The SEC alleges that Burton Douglas Morriss diverted more than $9 million of investors’ money to himself without their knowledge or consent, and he mischaracterized the transfers as ‘loans” in his companies’ books. Morriss misused the money for alimony payments, interest on personal loans, and costly vacations including an African safari.

“Morriss attempted to hide his illegal transfers of investor funds by calling them ‘loans’ when in reality he had no intention of paying back the money and instead went on a spending spree,” said Eric I. Bustillo, Director of the SEC’s Miami Regional Office. “It is fraud, pure and simple.”

The SEC’s complaint filed in federal court in St. Louis charges Morriss, his two private investment funds MIC VII LLC and Acartha Technology Partners LP, and his management firms, Gryphon Investments III LLC and Acartha Group LLC. Morriss Holdings LLC, an entity to which Morriss transferred some of the investor funds, is named as a relief defendant.

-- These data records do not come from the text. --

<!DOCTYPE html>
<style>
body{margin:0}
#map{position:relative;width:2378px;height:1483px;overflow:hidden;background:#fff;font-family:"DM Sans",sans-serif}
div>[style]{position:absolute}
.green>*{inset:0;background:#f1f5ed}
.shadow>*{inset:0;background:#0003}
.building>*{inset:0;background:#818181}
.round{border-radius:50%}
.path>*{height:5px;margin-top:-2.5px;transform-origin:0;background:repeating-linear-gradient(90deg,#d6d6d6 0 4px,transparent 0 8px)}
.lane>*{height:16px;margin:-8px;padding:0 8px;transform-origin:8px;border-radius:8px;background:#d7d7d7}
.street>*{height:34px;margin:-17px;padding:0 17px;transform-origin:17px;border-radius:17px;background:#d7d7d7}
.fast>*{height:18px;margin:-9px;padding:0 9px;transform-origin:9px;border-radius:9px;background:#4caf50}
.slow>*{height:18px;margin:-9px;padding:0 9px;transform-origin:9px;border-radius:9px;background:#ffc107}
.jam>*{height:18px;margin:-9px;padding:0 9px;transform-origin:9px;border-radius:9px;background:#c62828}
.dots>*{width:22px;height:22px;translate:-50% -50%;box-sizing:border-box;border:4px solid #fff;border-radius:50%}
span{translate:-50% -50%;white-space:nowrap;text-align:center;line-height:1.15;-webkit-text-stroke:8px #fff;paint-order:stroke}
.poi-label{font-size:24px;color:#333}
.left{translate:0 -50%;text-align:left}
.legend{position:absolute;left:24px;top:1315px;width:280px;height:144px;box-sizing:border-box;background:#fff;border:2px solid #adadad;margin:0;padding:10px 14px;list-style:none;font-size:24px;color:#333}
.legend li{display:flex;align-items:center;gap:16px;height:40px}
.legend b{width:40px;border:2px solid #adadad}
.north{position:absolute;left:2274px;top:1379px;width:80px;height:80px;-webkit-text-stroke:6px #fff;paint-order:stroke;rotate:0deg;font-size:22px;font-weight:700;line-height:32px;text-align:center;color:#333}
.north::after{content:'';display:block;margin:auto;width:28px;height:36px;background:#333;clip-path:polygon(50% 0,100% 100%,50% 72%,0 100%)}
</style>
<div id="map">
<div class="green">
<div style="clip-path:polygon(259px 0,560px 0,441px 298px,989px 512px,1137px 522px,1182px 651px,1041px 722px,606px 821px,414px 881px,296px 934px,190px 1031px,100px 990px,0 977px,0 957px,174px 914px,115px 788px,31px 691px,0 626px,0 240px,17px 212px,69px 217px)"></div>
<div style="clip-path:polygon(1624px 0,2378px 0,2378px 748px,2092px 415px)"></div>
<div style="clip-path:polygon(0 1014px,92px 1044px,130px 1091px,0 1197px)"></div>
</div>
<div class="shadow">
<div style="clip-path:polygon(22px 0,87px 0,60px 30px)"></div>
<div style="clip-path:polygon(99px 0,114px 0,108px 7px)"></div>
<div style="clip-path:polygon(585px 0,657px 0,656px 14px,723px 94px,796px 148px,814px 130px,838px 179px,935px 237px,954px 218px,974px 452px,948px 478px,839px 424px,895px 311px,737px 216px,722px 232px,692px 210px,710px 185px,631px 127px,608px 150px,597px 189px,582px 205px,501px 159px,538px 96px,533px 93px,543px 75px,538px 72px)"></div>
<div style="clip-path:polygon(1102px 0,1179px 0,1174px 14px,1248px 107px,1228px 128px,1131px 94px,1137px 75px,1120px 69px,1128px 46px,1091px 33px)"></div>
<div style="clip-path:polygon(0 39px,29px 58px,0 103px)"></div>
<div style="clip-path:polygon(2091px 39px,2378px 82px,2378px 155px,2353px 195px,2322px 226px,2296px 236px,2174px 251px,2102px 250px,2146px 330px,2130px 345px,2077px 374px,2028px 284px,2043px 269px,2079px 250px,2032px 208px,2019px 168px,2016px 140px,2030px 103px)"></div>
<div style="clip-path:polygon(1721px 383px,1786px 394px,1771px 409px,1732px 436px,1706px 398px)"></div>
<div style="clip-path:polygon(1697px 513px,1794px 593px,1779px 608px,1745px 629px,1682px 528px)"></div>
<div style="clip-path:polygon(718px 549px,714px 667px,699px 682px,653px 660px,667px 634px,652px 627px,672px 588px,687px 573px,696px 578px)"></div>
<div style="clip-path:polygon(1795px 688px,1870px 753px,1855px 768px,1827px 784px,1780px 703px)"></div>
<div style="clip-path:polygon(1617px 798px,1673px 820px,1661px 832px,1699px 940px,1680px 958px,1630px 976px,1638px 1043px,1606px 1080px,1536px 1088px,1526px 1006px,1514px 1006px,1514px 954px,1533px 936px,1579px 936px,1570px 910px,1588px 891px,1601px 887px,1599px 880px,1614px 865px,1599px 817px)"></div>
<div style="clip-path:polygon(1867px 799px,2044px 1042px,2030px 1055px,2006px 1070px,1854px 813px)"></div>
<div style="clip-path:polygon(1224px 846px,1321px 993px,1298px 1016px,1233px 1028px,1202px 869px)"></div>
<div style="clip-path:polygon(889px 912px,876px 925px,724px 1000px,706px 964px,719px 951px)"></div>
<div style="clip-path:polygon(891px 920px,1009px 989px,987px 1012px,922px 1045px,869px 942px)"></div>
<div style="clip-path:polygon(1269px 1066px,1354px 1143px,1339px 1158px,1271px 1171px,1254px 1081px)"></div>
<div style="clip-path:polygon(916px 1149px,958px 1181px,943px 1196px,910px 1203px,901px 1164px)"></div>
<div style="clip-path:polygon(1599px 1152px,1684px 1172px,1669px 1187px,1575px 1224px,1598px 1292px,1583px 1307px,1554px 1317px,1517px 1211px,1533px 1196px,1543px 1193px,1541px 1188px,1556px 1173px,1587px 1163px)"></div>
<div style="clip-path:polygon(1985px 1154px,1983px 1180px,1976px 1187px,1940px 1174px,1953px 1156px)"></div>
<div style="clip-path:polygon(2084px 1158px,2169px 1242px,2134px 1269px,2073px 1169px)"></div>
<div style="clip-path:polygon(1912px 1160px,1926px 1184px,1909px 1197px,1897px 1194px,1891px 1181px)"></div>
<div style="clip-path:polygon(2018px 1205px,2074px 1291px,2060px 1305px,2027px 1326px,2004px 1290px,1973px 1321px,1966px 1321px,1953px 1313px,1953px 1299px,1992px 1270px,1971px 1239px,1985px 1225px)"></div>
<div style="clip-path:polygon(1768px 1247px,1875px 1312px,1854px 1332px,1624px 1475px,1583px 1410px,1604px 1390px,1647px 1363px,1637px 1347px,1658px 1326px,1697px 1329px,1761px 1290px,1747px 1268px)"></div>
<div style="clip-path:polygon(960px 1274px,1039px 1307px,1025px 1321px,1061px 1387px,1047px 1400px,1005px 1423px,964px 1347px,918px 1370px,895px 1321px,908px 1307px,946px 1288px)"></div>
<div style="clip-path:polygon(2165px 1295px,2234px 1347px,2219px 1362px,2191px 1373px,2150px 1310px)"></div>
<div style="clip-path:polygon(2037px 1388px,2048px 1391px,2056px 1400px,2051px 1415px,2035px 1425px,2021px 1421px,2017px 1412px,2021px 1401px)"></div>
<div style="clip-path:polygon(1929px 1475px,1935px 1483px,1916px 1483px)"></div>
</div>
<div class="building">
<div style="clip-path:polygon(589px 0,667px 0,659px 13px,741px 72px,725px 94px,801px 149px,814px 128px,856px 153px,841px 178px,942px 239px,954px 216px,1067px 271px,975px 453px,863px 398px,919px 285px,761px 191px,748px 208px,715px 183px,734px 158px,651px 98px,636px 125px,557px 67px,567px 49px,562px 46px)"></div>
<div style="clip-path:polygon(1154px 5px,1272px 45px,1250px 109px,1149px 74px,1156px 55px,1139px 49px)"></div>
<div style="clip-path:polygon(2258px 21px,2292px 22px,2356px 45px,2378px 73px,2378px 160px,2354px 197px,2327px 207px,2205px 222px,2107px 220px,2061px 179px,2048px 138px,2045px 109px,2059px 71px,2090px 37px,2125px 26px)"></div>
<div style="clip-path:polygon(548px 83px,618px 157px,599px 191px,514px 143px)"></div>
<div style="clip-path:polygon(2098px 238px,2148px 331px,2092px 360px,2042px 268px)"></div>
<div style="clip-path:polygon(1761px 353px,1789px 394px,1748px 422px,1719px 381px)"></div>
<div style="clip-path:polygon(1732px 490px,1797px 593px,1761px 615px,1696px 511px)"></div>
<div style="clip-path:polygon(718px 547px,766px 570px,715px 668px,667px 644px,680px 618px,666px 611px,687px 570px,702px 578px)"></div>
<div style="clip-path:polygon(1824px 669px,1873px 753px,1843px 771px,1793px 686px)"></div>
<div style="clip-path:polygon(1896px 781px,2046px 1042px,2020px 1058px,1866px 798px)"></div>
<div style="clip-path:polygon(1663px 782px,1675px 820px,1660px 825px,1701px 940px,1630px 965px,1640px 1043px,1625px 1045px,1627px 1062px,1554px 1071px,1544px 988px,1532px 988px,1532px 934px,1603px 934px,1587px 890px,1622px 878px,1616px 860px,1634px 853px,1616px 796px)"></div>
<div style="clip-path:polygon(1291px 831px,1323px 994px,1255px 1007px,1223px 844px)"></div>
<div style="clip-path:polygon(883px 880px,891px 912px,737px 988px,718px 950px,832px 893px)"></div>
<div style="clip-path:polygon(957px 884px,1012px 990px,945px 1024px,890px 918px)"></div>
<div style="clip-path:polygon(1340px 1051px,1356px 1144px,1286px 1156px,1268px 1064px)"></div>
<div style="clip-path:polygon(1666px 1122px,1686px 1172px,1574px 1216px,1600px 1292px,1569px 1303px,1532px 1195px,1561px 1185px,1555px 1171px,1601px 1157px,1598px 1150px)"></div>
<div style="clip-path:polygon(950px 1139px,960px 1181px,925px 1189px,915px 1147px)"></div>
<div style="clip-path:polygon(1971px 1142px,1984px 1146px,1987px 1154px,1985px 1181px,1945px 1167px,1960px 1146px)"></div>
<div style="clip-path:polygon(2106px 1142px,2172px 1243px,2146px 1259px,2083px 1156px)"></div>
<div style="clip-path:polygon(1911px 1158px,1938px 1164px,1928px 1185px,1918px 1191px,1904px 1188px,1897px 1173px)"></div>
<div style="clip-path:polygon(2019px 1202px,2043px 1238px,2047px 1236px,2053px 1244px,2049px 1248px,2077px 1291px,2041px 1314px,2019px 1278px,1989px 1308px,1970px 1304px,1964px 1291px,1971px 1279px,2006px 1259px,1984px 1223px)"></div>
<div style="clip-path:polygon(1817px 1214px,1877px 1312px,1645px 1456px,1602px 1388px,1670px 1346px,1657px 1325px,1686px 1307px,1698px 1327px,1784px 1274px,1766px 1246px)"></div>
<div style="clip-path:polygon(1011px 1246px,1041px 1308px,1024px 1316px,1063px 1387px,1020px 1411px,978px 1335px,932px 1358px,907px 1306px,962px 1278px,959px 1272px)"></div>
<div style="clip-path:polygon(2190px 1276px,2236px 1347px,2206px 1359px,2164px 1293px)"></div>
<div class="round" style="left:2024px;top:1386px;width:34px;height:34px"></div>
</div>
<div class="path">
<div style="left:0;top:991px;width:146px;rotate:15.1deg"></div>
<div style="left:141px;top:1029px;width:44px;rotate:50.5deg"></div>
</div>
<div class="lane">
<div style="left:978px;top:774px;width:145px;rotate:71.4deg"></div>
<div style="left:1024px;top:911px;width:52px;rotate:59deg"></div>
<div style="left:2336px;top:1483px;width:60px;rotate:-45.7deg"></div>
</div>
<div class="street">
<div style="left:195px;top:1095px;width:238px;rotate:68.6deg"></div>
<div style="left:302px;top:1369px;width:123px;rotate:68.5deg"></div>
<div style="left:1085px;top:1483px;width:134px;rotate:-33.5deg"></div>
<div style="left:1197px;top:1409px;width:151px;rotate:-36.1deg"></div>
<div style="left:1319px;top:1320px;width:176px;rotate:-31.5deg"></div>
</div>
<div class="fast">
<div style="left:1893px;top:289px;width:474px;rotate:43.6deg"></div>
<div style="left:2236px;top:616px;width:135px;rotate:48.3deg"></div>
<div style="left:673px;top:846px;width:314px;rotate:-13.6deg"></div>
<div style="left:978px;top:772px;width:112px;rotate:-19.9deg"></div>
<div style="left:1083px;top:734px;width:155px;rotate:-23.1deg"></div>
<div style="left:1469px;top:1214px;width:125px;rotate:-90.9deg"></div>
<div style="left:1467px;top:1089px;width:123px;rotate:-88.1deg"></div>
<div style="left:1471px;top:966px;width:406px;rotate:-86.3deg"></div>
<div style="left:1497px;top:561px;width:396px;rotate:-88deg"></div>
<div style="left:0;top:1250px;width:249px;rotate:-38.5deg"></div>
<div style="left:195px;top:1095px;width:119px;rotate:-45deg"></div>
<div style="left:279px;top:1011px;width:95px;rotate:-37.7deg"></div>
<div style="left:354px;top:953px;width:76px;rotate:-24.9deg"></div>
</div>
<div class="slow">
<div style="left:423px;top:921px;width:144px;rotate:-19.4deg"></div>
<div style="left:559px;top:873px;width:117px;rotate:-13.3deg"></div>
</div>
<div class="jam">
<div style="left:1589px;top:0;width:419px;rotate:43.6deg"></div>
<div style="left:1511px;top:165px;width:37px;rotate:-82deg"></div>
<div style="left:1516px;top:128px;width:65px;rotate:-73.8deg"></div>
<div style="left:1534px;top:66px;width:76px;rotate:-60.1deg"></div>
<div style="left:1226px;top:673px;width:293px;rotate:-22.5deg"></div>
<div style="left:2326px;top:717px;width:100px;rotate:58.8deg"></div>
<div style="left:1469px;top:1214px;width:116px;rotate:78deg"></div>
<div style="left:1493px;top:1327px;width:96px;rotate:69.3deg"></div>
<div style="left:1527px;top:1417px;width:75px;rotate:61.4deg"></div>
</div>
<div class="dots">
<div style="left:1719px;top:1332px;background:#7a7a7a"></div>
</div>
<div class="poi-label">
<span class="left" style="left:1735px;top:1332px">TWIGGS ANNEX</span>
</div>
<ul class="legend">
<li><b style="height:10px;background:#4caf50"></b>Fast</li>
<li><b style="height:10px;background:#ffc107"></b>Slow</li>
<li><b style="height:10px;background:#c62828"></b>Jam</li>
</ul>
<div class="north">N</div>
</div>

The SEC alleges that Morriss raised $88 million from investors who were told their funds would be invested in emerging financial services and technology companies. Instead, the SEC said Morriss transferred millions to himself and Morriss Holdings and used them for personal expenses. In an attempt to conceal his scheme, the fraudulent transfers that Morriss made to himself were recorded as “loans” on the books of Morriss’s companies. However, the transfers were never truly loans because Morriss did not intend to repay them. Morriss also recruited new investors for one of his funds without the unanimous consent of existing investors as required, thereby diluting their holdings.

Subsequent to the institution of the action, the Honorable Carol E. Jackson granted the SEC’s request for asset freezes, the appointment of a receiver, and other emergency relief to prevent further dissipation of investor assets. The SEC seeks to bar Morriss from serving as a public company officer or director; it also seeks permanent injunctive relief and financial penalties against Morriss and the entity defendants, and disgorgement of all ill-gotten gains from them and relief defendant Morriss Holdings.